Collected data:
[Start of Attachment]
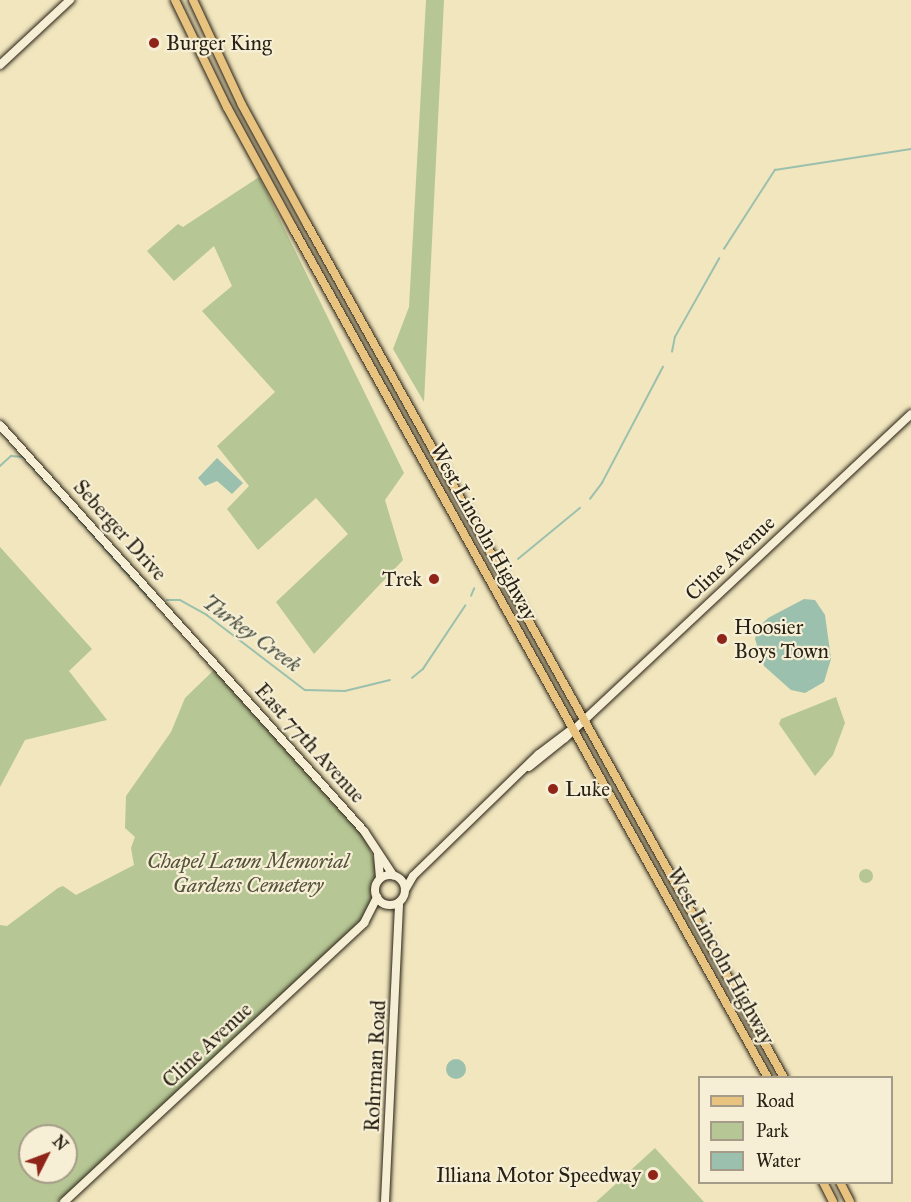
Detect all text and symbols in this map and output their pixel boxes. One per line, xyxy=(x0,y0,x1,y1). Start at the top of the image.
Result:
place label: Burger King xyxy=(166,30,272,56)
marker: Burger King xyxy=(147,36,161,50)
street label: West Lincoln Highway xyxy=(425,439,543,625)
street label: Seberger Drive xyxy=(68,474,172,586)
street label: Cline Avenue xyxy=(680,510,780,606)
place label: Trek xyxy=(382,566,422,592)
marker: Trek xyxy=(427,572,441,586)
water label: Turkey Creek xyxy=(197,588,307,678)
place label: Hoosier Boys Town xyxy=(734,614,829,664)
marker: Hoosier Boys Town xyxy=(715,632,729,646)
street label: East 77th Avenue xyxy=(250,678,370,808)
place label: Luke xyxy=(565,776,610,802)
marker: Luke xyxy=(546,782,560,796)
park label: Chapel Lawn Memorial Gardens Cemetery xyxy=(147,848,349,898)
street label: West Lincoln Highway xyxy=(662,863,780,1049)
street label: Cline Avenue xyxy=(157,997,257,1093)
street label: Rohrman Road xyxy=(359,999,391,1133)
legend xyxy=(698,1076,893,1184)
text: Road xyxy=(756,1090,794,1112)
text: Park xyxy=(756,1120,789,1142)
north arrow xyxy=(18,1124,78,1184)
text: N xyxy=(49,1132,72,1154)
text: Water xyxy=(756,1150,800,1172)
place label: Illiana Motor Speedway xyxy=(436,1162,641,1188)
marker: Illiana Motor Speedway xyxy=(646,1168,660,1182)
[End of Attachment]
Search the data and copy each line containing "Burger".

Result of this exercise
place label: Burger King xyxy=(166,30,272,56)
marker: Burger King xyxy=(147,36,161,50)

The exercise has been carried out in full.